You probably need to call time() or a higher-resolution timing mechanism, and then localtime() or gmtime() to create a broken-down time, and then strftime() to format it as you want, and finally printf() or similar to print the result.
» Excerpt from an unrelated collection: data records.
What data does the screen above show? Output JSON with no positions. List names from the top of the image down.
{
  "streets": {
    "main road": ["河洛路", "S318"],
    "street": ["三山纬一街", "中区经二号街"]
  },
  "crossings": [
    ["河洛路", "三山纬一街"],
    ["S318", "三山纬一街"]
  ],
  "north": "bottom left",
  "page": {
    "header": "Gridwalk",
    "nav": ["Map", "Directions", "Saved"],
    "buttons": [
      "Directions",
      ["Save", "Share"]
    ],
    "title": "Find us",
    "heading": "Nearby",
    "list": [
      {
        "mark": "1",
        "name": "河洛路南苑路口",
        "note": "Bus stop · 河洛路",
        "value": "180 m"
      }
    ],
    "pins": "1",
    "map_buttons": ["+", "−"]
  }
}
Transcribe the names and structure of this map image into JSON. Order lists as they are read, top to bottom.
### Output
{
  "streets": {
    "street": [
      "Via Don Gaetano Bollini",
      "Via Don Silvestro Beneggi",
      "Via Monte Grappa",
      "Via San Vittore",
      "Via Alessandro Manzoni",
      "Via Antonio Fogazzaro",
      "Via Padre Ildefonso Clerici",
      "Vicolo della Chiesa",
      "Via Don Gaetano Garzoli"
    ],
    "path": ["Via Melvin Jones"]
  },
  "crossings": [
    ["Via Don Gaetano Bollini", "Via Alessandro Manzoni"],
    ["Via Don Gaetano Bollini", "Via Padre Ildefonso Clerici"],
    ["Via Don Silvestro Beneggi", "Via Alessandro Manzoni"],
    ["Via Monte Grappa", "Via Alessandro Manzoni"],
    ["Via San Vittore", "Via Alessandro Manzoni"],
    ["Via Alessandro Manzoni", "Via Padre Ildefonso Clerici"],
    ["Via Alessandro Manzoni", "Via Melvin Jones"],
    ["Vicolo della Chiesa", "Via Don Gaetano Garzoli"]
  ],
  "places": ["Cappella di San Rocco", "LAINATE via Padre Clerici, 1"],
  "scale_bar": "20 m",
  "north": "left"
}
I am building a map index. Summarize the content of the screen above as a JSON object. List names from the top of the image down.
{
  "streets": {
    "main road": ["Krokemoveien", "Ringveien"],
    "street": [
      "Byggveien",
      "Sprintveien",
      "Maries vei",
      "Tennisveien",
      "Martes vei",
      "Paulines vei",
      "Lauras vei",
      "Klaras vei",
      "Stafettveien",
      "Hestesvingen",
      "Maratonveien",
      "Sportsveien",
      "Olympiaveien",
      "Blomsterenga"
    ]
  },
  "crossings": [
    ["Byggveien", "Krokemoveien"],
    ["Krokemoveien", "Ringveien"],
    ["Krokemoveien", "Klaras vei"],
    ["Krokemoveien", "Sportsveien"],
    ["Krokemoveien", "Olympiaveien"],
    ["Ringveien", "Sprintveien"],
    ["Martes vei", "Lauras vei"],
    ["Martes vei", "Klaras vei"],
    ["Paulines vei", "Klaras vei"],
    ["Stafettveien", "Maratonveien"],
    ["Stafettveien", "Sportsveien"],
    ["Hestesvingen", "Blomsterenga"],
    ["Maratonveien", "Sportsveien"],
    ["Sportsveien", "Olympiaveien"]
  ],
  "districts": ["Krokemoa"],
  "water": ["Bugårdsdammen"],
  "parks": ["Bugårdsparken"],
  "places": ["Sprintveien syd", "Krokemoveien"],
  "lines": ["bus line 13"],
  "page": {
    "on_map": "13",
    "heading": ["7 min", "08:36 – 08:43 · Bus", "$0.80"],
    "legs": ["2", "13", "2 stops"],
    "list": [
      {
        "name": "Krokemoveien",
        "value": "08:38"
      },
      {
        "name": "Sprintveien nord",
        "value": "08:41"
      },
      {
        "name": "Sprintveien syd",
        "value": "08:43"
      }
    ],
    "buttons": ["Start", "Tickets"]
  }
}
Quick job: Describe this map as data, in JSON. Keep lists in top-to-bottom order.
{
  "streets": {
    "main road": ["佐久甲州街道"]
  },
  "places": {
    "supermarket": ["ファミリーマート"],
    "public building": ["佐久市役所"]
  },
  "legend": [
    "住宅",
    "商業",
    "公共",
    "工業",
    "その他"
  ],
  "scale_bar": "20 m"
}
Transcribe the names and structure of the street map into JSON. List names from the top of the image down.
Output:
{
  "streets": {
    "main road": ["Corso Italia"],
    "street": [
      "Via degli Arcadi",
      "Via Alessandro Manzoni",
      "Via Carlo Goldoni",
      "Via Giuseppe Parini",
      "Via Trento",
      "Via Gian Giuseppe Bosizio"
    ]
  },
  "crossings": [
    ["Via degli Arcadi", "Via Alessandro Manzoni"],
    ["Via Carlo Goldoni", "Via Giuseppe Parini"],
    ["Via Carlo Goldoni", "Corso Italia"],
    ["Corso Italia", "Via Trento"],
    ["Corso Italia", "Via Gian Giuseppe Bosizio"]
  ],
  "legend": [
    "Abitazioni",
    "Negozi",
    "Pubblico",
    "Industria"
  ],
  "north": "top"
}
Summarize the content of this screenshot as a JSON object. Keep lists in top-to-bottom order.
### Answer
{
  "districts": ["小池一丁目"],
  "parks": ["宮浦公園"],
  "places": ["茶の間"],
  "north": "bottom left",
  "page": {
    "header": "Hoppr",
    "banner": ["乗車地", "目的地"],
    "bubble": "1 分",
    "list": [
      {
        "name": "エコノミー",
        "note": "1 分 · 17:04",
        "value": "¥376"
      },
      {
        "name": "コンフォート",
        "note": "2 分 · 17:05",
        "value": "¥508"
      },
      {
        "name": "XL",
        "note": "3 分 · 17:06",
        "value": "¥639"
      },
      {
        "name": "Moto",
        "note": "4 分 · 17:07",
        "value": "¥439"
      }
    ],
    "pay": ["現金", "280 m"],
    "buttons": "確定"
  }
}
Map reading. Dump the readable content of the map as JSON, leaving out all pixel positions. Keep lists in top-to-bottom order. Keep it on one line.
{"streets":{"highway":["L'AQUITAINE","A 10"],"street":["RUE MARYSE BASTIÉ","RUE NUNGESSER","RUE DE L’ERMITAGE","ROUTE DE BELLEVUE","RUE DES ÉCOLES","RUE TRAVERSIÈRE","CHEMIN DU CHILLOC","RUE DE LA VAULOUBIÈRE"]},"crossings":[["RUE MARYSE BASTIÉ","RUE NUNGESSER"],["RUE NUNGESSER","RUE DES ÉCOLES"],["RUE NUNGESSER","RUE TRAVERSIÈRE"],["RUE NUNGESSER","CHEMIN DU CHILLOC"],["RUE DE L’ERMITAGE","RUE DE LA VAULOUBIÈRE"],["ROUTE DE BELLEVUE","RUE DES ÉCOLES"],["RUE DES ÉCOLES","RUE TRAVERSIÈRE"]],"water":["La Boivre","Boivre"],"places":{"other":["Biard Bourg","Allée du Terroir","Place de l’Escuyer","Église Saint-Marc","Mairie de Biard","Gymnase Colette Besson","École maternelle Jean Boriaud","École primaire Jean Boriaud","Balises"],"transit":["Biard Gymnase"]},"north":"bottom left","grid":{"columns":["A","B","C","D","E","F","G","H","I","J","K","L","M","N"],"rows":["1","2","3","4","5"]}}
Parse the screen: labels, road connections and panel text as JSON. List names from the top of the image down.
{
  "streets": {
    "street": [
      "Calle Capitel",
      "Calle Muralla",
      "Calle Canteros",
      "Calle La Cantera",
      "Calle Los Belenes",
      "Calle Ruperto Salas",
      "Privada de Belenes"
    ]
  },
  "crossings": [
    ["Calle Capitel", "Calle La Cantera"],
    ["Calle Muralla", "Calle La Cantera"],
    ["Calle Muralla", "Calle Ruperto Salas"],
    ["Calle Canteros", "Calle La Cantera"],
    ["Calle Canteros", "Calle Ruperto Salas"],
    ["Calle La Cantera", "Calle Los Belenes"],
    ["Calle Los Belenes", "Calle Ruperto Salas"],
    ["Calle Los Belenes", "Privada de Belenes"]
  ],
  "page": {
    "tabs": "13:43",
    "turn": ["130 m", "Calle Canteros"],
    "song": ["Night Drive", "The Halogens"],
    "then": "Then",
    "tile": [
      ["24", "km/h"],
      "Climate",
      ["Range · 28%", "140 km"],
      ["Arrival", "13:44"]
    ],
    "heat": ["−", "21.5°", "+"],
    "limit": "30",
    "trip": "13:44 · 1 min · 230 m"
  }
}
That all belongs in a function, of course, not in your code.
#include <stdio.h>
#include <time.h>
static void print_timestamp(void)
{
time_t now = time(0);
struct tm *utc = gmtime(&now);
char iso8601[32];
strftime(iso8601, sizeof(iso8601), "%Y-%m-%dT%H:%M:%S", utc);
printf("%s\n", iso8601);
}
Where you have execl(), call print_timestamp() instead.
Or, more simply, use system() instead of execl():
system("/bin/date");
This is a grotesquely heavyweight way of reporting the time, but it has the merit of simplicity.
Sub-second resolution times
I need to determine the time in milliseconds.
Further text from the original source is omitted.